MYTH 1: If You Preach a Good Sermon the Church Will Grow
Many a despondent preacher has discovered that this notion is no longer true. It has become a dying myth in post-Christendom. Nevertheless, it gets reinforced by mega churches who leverage (by video screens, etc.) one or two gifted teachers to build crowds coming to consume a good sermon. These examples are largely drawing on the leftovers of Christendom—people still looking for “good teaching” that is portable and user friendly to somehow improve their Christian lives. I take no offense in ministering to those of us who are still part of Christendom, we need to be fed and nurtured too! I just want all pastors who aim their ministries in this direction to realize the pie is getting smaller and the competition hotter. Anyone still holding onto the premise—if I just preach a good sermon, they will come—and ministering in a post-Christendom context, must either compete or be grossly disappointed with the continued dwindling of his/her congregation.
Having said all this, the “great halls” (stadiums) of preaching distribution will not connect to the lost souls of post-Christendom. Post-Christian people are not attracted to the sermon as the first place to go in their spiritual distress. We must help leaders understand that if you spend 35-40 hours a week in your office preparing a good sermon on Sunday, making it not only theologically competent (which is worthy) but slick, you are ministering to the dying vestiges of Christendom.
MYTH 2: Who You Preach To is Who You Will Reach
I have heard it said repeatedly “who you preach to is who will come.” This has worked within Christendom for centuries. Today, in post-Christendom, it has become another dying myth that IMO should be dispelled. It says that if you preach to unbelievers in your service your members will start inviting their unbelieving friends to hear what you’re saying. But if you don’t preach to unbelievers you’ll have a worship service full of believers. But again this feeds on the impulses of Christendom—that the way to bring non-believers into the Kingdom is through inviting them to hear a good sermon. This does not make sense to those who can think of nothing more irrelevant and disenchanting than going to listen to someone “preach at me” (often their perception).
MYTH 3: The Goal of Preaching is to Make the Bible Relevant
We pastors, who are at the end of our wits in the fields of post-Christendom, will often try to make our preaching more relevant. Caught between the winds of the Neo-Reformed who argue “we just need to preach the truth and they will come,” and the mega church gurus who argue that “we need to make the Bible relevant,” we make a last ditch effort to do the latter (because we’ve already tried the former). Sadly however, this is a Christendom attitude that attempts to pull in the Christendom leftovers with a more updated gospel ready made to fit their already Christianized lives. As more and more churches try to “out relevant” one another and the leftovers of Christendom become anesthetized to relevancy, “making the Bible more relevant” is revealed as yet another dying myth in post-Christendom.

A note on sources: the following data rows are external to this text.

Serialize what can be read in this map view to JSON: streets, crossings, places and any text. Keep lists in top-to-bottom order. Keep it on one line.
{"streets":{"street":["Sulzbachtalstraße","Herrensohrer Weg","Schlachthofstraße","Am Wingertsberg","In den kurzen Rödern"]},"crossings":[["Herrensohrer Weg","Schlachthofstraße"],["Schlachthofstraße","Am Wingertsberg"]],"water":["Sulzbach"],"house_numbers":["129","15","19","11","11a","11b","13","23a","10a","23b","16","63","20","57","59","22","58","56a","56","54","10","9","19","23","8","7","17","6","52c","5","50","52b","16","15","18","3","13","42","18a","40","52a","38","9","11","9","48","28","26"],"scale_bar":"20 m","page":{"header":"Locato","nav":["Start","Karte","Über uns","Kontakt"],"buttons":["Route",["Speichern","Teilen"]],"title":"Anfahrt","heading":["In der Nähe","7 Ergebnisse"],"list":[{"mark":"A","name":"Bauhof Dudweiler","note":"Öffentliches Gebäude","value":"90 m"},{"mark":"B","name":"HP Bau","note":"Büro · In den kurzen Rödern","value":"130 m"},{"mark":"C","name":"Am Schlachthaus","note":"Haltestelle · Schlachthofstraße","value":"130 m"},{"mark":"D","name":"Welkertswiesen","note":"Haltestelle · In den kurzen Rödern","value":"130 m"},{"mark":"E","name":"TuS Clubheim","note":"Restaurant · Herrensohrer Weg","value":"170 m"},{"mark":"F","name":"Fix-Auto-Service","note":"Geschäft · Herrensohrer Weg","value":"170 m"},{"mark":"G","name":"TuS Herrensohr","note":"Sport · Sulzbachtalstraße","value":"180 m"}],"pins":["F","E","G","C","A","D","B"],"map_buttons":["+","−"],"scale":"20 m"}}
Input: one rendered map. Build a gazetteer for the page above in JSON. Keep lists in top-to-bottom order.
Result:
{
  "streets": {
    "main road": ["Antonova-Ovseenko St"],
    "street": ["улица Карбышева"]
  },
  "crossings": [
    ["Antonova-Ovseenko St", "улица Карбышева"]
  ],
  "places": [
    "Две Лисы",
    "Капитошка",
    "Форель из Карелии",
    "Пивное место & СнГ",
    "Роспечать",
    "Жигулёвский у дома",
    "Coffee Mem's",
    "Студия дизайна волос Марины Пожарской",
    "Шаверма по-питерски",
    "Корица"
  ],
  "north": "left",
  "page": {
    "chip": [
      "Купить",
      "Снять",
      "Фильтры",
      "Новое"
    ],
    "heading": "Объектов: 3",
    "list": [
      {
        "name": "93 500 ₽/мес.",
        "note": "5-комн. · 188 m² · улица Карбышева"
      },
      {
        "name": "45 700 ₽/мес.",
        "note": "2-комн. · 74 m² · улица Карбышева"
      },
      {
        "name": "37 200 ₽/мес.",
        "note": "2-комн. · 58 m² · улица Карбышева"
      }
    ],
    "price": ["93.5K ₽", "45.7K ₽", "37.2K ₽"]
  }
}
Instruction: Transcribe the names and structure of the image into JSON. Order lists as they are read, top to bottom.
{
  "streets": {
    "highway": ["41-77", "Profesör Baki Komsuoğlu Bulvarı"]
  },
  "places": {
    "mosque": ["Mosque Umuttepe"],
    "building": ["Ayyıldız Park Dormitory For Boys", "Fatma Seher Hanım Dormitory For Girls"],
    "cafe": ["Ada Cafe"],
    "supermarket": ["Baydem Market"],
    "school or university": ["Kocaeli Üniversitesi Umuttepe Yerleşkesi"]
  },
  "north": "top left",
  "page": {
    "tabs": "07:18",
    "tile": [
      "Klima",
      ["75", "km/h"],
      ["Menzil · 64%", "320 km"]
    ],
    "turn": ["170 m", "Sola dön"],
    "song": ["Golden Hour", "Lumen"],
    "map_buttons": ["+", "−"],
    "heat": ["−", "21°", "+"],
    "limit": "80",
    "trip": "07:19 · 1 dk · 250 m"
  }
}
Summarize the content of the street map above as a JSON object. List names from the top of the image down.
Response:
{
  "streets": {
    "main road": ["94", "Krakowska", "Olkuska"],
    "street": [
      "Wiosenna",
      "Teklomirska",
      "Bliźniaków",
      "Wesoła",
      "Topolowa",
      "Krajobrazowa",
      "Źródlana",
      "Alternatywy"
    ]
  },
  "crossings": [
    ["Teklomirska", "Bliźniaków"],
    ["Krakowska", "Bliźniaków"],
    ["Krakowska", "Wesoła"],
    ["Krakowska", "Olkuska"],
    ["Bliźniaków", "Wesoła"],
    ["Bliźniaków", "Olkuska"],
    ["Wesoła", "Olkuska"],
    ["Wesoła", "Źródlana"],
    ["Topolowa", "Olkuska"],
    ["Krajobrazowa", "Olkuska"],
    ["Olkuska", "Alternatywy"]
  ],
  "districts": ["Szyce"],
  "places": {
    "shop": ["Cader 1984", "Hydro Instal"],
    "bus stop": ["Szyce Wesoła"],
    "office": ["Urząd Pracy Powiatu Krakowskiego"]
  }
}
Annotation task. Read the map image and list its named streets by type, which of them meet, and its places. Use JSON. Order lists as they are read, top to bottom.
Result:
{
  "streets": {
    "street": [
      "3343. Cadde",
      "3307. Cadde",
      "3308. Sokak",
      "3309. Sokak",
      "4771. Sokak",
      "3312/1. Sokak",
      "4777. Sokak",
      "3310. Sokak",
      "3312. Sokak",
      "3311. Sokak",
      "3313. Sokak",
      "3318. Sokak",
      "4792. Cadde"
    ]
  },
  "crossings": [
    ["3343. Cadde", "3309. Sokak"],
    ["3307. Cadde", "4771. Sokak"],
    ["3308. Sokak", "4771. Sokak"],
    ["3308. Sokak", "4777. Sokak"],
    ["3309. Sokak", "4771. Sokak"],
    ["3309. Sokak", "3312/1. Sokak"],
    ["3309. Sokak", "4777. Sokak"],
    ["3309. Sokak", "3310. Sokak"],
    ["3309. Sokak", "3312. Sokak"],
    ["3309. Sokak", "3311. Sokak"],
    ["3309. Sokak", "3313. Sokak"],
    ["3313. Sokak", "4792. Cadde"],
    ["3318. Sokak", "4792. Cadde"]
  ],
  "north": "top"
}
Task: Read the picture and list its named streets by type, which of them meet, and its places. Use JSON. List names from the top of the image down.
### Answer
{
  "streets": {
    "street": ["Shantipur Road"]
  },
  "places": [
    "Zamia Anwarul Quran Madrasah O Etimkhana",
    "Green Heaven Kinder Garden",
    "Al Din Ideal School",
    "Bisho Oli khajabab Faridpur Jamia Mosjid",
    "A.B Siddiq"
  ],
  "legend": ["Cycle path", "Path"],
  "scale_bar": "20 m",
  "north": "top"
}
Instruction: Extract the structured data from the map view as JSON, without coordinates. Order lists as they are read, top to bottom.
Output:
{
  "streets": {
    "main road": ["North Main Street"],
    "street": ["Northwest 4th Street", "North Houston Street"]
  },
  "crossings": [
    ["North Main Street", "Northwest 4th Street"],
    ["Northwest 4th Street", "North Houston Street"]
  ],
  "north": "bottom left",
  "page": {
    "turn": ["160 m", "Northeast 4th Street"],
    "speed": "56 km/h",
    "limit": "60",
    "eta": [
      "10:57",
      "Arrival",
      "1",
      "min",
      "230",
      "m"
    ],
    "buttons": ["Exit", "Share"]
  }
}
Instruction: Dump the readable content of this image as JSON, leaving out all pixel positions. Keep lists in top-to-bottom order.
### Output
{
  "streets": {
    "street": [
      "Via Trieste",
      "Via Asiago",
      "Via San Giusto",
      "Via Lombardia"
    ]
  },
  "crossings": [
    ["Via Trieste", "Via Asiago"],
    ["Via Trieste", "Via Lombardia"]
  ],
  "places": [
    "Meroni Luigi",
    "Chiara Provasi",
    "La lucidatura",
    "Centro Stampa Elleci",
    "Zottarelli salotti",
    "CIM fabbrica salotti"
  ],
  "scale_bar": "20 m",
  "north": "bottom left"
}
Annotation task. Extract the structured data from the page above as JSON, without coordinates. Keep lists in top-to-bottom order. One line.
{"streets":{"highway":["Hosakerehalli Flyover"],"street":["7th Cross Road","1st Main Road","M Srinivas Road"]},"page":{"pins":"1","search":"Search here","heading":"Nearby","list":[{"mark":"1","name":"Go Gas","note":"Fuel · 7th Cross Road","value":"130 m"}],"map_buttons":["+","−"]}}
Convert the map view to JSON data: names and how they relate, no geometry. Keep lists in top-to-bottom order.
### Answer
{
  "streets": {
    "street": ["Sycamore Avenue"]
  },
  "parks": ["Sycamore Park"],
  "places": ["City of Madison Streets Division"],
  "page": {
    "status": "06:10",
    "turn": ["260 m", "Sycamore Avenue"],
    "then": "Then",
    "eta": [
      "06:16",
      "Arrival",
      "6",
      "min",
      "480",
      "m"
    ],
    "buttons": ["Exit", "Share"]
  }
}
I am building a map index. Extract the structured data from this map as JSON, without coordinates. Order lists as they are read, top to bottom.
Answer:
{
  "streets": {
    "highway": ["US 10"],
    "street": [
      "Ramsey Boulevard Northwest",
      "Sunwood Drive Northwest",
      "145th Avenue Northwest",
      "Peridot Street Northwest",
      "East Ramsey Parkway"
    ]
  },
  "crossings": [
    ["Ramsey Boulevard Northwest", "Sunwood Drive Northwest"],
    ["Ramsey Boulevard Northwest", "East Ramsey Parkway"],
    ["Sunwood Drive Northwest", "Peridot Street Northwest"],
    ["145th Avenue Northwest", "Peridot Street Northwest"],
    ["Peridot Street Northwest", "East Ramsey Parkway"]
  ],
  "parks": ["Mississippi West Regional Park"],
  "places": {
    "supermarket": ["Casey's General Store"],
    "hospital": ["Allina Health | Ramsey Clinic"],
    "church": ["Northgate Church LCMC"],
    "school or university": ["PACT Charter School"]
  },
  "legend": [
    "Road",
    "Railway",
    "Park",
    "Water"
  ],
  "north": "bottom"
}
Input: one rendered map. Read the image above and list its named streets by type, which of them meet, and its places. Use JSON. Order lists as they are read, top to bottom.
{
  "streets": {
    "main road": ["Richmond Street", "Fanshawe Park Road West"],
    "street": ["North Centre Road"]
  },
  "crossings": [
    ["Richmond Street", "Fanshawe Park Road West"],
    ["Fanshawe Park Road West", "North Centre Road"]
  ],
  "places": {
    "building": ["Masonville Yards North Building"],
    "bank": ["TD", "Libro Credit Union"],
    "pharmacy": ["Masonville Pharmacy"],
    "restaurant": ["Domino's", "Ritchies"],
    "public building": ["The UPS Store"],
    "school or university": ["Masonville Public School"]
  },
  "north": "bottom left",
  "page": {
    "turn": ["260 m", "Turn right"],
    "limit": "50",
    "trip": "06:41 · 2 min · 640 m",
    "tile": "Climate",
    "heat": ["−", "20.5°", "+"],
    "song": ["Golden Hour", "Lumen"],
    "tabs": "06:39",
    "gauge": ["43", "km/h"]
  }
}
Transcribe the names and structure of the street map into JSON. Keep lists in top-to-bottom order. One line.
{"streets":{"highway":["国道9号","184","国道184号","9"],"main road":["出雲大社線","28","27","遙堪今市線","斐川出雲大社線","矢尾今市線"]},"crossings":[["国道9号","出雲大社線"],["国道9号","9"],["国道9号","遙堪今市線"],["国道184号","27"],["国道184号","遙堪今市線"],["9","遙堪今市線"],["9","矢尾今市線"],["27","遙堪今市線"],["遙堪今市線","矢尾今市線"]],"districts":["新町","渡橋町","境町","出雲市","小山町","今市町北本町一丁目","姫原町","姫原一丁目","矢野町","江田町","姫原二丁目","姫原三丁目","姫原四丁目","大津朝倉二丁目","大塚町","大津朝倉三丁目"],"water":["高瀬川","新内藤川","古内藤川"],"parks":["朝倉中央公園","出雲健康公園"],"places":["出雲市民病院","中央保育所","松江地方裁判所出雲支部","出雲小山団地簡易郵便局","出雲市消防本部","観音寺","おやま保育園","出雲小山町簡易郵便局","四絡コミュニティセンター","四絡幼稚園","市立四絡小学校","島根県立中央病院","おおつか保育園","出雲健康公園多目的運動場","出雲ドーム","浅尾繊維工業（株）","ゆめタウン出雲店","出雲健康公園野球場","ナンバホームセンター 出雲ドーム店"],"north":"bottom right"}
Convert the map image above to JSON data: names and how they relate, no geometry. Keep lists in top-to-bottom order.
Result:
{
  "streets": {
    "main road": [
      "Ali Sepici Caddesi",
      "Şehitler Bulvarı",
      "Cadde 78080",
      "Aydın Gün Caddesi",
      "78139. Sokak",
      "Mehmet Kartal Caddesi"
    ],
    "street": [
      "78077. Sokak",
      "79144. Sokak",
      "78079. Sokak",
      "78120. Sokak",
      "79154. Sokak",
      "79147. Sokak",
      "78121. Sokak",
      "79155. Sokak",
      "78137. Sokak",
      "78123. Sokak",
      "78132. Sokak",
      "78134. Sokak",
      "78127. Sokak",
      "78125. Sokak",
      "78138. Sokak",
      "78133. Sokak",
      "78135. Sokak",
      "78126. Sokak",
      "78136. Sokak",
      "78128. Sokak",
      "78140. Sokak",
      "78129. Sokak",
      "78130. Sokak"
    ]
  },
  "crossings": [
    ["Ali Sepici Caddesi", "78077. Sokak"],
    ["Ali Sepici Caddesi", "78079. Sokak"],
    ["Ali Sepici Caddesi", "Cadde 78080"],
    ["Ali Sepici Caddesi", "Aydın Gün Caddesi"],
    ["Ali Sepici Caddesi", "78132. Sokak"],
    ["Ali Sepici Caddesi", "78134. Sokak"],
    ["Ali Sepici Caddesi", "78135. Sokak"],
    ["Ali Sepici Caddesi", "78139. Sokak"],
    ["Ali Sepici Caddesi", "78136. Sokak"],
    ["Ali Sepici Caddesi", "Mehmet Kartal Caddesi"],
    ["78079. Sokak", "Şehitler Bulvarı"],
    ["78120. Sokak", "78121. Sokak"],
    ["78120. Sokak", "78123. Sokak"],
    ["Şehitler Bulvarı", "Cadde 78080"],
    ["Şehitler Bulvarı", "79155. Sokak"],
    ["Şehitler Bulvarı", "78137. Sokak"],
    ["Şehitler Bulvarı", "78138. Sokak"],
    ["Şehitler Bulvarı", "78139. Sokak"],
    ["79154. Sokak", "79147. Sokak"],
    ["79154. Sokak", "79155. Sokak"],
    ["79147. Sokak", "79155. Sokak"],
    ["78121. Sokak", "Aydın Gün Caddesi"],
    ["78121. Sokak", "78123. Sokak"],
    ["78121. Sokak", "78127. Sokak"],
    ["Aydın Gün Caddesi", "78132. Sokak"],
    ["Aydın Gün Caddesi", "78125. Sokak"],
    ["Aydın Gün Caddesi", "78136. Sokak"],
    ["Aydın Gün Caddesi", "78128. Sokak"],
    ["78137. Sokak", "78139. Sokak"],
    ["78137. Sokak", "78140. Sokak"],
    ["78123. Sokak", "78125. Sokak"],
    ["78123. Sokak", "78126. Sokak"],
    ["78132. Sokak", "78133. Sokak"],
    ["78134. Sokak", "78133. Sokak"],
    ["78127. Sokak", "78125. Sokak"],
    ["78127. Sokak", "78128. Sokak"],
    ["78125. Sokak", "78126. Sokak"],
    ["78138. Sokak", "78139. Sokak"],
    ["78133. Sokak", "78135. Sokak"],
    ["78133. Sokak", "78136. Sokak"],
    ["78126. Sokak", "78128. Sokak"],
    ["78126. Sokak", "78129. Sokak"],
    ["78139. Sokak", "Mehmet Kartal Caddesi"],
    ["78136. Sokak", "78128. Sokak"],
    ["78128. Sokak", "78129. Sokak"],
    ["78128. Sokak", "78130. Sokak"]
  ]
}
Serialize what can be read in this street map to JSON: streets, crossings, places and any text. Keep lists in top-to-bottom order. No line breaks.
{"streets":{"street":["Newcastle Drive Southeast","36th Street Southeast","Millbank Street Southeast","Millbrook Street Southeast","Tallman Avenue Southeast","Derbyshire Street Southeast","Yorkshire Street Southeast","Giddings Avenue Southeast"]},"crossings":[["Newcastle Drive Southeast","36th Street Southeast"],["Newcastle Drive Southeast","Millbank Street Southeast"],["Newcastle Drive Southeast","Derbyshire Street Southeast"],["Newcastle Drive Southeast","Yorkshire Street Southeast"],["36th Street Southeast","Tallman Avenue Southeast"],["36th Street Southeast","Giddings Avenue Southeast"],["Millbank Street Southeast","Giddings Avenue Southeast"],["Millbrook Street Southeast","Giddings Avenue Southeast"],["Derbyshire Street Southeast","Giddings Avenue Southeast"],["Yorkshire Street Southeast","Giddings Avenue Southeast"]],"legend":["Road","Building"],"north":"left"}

The Kind of Preaching We Desperately Need
The task of preaching is to proclaim truth. It is the moment that brings the truth into the present. Much like anamnesis in the Lord’s Supper is much more than intellectual recall of the Lord’s death and resurrection, so preaching is more than recalling and teaching information from the past about God. Preaching is a speech-act. It is the proclaiming of the truth out of Scripture over us so as to bring the truth into being by the Spirit.
Preaching is a truth making event—not in the sense that the truth is invented here, but that the Spirit, through the gifts, brings it into reality. (I’ll have to defend myself against the accusation that I’m a Bultmannian sometime). Much like Jesus said in Luke chapter 4:21 – “today this Scripture has been fulfilled in its hearing,” proclamation is a speaking forth of an interpretation (from Scripture) of our lives in terms of who God is, the gospel and what he is doing to bring it about in our lives and thru us into the world. If anything then, far from trying to make the Scriptures relevant, the goal of preaching is to make everything else irrelevant. It is the re-narrating of ourselves corporately into God.
The bottom line is once we preach for formation, where God’s truth is birthed in and among us, we become shaped for his mission in the world. We can see things we didn’t see before. We act out of assumptions we didn’t have before. We imagine what God is doing in ways not possible before. And a little congregation becomes a powder-keg for mission and the harvesting of fields ready for the gospel.